- Given records
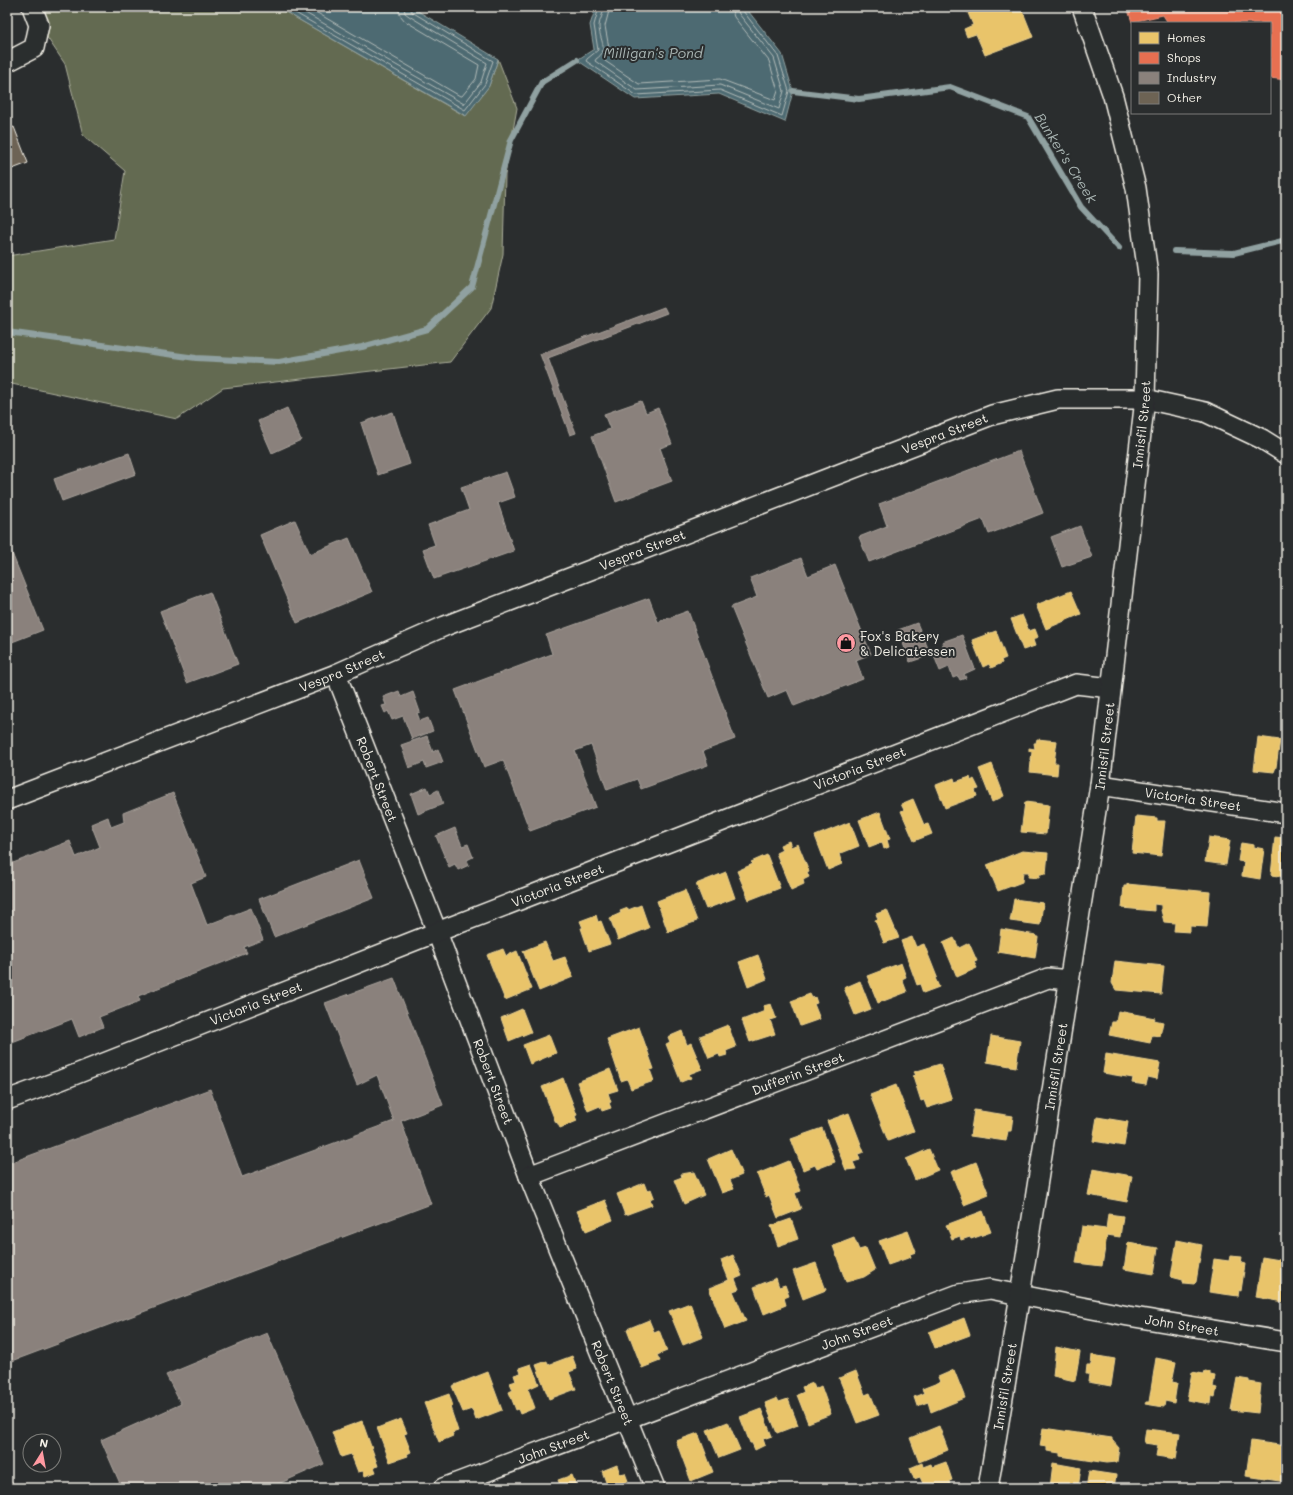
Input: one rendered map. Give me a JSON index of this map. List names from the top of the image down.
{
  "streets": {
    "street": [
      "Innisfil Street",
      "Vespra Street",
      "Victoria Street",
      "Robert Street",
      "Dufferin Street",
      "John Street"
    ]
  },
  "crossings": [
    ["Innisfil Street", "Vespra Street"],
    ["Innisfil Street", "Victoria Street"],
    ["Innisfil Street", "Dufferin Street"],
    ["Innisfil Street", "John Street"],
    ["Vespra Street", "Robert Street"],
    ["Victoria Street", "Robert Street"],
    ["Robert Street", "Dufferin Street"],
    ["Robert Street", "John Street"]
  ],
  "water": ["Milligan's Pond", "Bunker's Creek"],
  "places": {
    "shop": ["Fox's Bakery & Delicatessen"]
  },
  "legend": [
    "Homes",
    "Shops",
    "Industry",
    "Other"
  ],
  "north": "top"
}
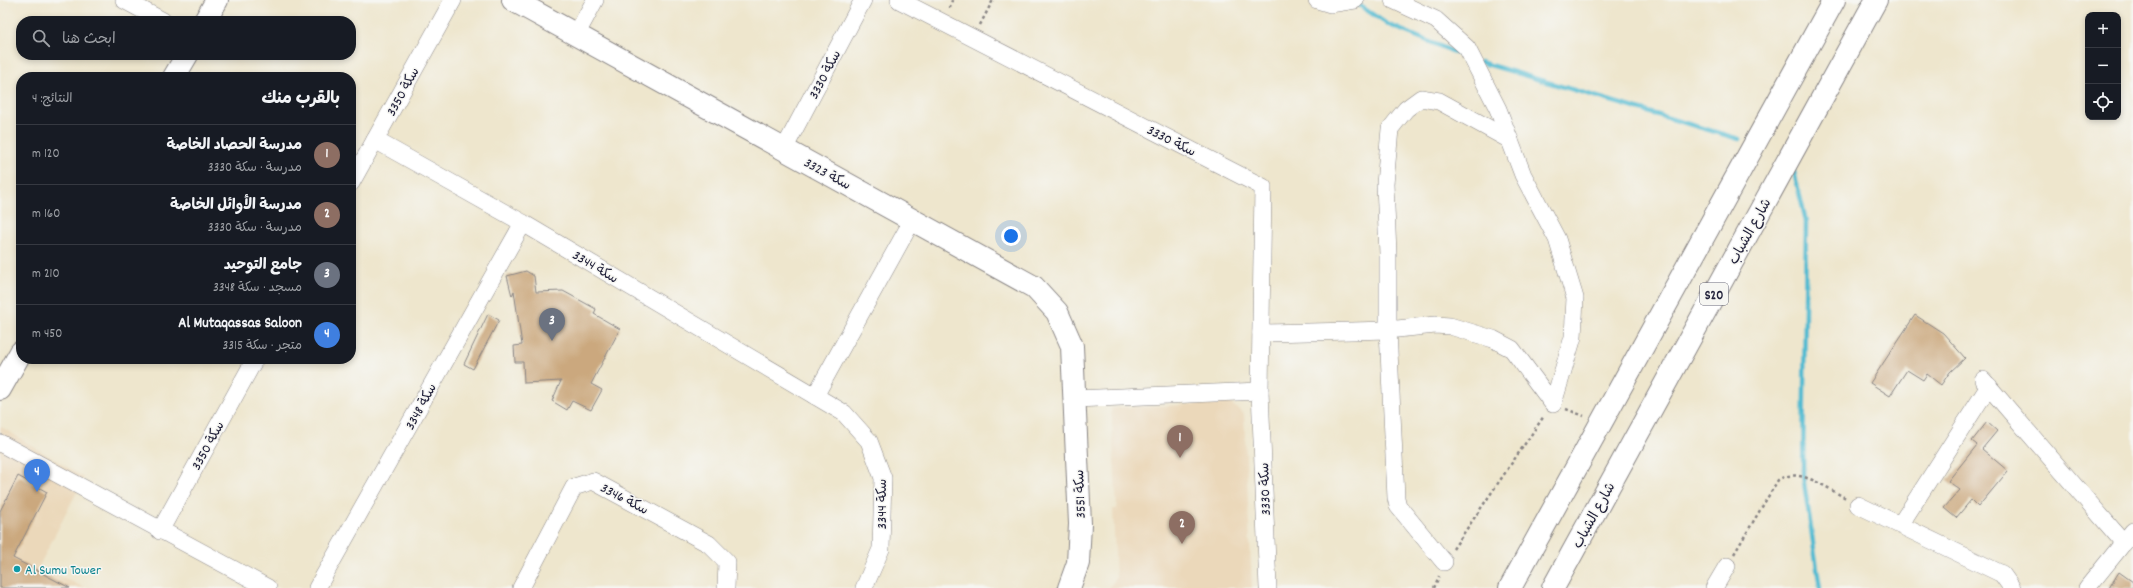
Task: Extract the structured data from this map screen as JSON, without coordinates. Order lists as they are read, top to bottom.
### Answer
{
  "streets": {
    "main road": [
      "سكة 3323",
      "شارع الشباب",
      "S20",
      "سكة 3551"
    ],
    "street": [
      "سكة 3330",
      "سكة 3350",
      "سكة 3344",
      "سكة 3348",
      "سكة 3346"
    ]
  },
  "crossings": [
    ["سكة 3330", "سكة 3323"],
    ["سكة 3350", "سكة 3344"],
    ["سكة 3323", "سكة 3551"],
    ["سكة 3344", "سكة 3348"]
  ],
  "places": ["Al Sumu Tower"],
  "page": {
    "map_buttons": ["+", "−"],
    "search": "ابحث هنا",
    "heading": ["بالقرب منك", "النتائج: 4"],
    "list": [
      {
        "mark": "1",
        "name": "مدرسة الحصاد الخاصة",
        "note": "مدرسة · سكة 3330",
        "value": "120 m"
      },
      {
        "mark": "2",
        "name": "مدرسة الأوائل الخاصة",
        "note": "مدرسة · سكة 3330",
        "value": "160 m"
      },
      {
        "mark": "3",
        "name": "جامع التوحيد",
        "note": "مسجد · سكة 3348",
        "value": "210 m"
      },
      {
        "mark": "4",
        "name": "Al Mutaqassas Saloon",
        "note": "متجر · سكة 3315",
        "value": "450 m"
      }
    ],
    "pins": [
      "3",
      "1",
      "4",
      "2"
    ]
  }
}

- Try it
Repeat the data word for word, excluding any image.

- Written solution
Input: one rendered map. Give me a JSON index of this map. List names from the top of the image down.
{
  "streets": {
    "street": [
      "Innisfil Street",
      "Vespra Street",
      "Victoria Street",
      "Robert Street",
      "Dufferin Street",
      "John Street"
    ]
  },
  "crossings": [
    ["Innisfil Street", "Vespra Street"],
    ["Innisfil Street", "Victoria Street"],
    ["Innisfil Street", "Dufferin Street"],
    ["Innisfil Street", "John Street"],
    ["Vespra Street", "Robert Street"],
    ["Victoria Street", "Robert Street"],
    ["Robert Street", "Dufferin Street"],
    ["Robert Street", "John Street"]
  ],
  "water": ["Milligan's Pond", "Bunker's Creek"],
  "places": {
    "shop": ["Fox's Bakery & Delicatessen"]
  },
  "legend": [
    "Homes",
    "Shops",
    "Industry",
    "Other"
  ],
  "north": "top"
}
Task: Extract the structured data from this map screen as JSON, without coordinates. Order lists as they are read, top to bottom.
### Answer
{
  "streets": {
    "main road": [
      "سكة 3323",
      "شارع الشباب",
      "S20",
      "سكة 3551"
    ],
    "street": [
      "سكة 3330",
      "سكة 3350",
      "سكة 3344",
      "سكة 3348",
      "سكة 3346"
    ]
  },
  "crossings": [
    ["سكة 3330", "سكة 3323"],
    ["سكة 3350", "سكة 3344"],
    ["سكة 3323", "سكة 3551"],
    ["سكة 3344", "سكة 3348"]
  ],
  "places": ["Al Sumu Tower"],
  "page": {
    "map_buttons": ["+", "−"],
    "search": "ابحث هنا",
    "heading": ["بالقرب منك", "النتائج: 4"],
    "list": [
      {
        "mark": "1",
        "name": "مدرسة الحصاد الخاصة",
        "note": "مدرسة · سكة 3330",
        "value": "120 m"
      },
      {
        "mark": "2",
        "name": "مدرسة الأوائل الخاصة",
        "note": "مدرسة · سكة 3330",
        "value": "160 m"
      },
      {
        "mark": "3",
        "name": "جامع التوحيد",
        "note": "مسجد · سكة 3348",
        "value": "210 m"
      },
      {
        "mark": "4",
        "name": "Al Mutaqassas Saloon",
        "note": "متجر · سكة 3315",
        "value": "450 m"
      }
    ],
    "pins": [
      "3",
      "1",
      "4",
      "2"
    ]
  }
}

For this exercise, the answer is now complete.